The spokesperson confirms there is an ongoing discussion on extending the EU Taxonomy’s scope to new activities, including the distributed ledger technology and cryptoassets.
“This would entail the development of science-based criteria for sustainable cryptoassets that would help guide investors. We believe that such an approach, as opposed to restrictions or bans, would be effective in encouraging the development of and investments in sustainable cryptoassets,” the spokesperson said.
“DG FISMA is responsible for both cryptoassets and sustainable finance. The Commission will explore whether the EU Taxonomy should be expanded to include further supporting activities by 2023.”
The EU Taxonomy already establishes a range of technical screening criteria for data centers and digital solutions that could contribute to achieving the EU’s energy and climate targets, according to the Commission.
“These criteria are set to be expanded to include more activities, giving a further push to the development of sustainable digital solutions and the use of sustainable cryptoassets,” the spokesperson said.
Miners adapt fast
Meanwhile, as the proposal is taking shape in the ongoing discussions between EU decision-makers, industry representatives remain cautious on how the new requirements could impact crypto mining and trading.
Nishant Sharma, Founder of BlocksBridge Consulting, an international consultancy focused on crypto mining, told Cryptonews.com that it was “natural for regulators to encourage more sustainable business practices in all industries, including cryptocurrency mining. This is why most mining companies in Europe, including those located in Russia, are already focused on mining with only renewable energy.”
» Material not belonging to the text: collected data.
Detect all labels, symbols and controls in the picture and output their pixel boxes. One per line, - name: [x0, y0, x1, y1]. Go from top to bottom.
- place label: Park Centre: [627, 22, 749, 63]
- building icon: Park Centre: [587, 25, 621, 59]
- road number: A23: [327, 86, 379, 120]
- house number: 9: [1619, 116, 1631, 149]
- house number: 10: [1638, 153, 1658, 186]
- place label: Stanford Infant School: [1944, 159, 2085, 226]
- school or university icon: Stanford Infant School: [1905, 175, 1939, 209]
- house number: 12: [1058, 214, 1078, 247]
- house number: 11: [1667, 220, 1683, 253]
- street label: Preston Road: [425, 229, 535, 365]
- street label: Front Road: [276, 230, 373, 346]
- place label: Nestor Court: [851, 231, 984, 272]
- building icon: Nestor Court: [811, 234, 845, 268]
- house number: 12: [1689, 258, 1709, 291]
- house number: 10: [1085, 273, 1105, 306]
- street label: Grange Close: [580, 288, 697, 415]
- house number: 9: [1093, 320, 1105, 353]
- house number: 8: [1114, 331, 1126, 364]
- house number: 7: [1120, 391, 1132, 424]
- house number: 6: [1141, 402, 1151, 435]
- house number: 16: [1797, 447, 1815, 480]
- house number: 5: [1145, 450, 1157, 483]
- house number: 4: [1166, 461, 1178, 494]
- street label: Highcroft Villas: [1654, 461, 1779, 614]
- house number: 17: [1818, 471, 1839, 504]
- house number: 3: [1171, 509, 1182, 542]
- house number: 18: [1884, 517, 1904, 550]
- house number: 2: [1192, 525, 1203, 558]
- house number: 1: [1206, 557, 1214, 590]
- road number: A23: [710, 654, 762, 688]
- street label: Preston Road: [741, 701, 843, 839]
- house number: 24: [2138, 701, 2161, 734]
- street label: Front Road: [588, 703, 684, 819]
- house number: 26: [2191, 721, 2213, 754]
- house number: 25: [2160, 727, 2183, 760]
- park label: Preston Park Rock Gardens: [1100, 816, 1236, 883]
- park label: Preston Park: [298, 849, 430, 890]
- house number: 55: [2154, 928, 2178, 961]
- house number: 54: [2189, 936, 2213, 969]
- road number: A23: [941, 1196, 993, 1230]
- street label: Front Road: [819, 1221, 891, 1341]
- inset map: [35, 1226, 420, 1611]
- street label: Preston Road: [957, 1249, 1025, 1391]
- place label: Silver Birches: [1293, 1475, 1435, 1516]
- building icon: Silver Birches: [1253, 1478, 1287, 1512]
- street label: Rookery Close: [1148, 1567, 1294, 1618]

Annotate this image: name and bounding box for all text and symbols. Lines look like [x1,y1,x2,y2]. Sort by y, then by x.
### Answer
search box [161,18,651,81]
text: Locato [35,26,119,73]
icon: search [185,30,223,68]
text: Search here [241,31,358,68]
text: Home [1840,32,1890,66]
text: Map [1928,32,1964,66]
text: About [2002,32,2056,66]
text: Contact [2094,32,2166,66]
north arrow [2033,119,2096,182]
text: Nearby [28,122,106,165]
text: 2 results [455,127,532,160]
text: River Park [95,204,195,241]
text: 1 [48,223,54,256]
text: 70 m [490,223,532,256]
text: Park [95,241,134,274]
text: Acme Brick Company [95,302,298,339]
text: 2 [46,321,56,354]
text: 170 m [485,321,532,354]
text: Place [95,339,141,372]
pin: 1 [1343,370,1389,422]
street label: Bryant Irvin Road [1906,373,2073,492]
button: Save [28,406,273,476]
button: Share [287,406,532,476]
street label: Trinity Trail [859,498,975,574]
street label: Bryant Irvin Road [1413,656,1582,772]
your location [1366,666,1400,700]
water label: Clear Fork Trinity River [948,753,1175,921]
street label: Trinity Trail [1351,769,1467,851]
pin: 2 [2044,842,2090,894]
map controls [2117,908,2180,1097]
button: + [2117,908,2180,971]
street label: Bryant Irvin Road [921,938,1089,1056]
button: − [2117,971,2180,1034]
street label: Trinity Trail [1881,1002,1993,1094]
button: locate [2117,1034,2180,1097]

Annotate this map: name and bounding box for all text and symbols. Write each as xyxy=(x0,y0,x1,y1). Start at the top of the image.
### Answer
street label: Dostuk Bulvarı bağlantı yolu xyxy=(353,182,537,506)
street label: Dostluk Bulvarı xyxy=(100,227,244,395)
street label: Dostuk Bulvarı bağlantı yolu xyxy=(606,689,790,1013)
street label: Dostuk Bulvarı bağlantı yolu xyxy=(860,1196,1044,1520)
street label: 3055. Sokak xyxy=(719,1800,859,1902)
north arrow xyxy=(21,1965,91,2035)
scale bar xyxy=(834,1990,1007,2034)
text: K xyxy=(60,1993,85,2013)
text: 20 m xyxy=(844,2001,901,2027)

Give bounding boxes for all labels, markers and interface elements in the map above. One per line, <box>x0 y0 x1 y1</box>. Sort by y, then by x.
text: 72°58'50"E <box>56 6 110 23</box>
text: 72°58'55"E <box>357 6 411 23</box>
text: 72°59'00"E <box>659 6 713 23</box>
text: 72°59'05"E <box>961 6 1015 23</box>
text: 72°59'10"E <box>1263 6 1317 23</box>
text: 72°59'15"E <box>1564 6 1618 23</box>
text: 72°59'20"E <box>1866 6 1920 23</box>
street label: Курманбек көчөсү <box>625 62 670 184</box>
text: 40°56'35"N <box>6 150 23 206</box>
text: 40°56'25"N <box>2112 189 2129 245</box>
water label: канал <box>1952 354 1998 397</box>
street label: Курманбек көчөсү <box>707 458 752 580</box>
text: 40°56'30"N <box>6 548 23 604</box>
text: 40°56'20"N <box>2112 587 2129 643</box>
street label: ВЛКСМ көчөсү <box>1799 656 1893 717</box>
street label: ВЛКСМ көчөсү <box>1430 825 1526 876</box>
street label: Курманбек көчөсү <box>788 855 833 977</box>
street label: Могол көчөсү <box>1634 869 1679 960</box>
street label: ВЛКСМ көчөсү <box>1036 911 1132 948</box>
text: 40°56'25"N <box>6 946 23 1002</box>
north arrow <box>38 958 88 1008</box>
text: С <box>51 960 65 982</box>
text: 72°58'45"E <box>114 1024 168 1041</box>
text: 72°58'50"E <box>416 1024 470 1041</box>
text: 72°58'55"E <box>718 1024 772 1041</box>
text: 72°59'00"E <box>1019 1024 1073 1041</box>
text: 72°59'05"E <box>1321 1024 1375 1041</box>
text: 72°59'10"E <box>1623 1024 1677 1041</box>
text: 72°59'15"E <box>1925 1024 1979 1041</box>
A similar approach was presented by Peter Wall, CEO of crypto mining firm Argo Blockchain, who told Cryptonews.com that his company did not believe the proposed legislation will interfere with crypto miners seeking to establish operations in Europe.
According to him, the legislation proposed by the EU is in alignment with the Crypto Climate Accord which Argo signed in May 2021, as it aims for mining operations to be climate neutral and energy-efficient by 2030.
“The transition to mining using renewable sources is already well underway within the crypto sector and unlike other sectors, cryptocurrency miners are able to adapt much faster as machines can be moved fairly easily to greener parts of the energy grid,” Wall said.
The availability of renewable energy and its price will be the two major determining factors in whether crypto mining can be profitable in Europe, the CEO stressed.
Meanwhile, the MiCA is also trying to address the anti-money laundering (AML) challenges. However, according to Josef Tětek, Brand Ambassador at SatoshiLabs, the maker of the Trezor wallet, “AML policies have been found to be strikingly ineffective.”
“Per a recent study, around 0.1% of global criminal funds are actually intercepted via AML policies, and the compliance costs are massive,” Tětek told Cryptonews.com. “Similarly, I do not think the new policies will actually have any meaningful impact on money laundering prevention. Instead, we can expect more surveillance and more user data leaks.”
He also stressed, that another possible result of the new EU-enforced rules could be that some crypto exchanges will attempt to prevent users from withdrawing coins to their own wallets, as these businesses could then be held responsible for any subsequent nefarious activity.
“So one of the possible outcomes is users having their coins trapped on exchanges and having a hard time taking self-custody,” Tětek said, reminding of peer-to-peer trading options, bitcoin ATMs, and hardware wallets as the primary way to store your cryptoassets.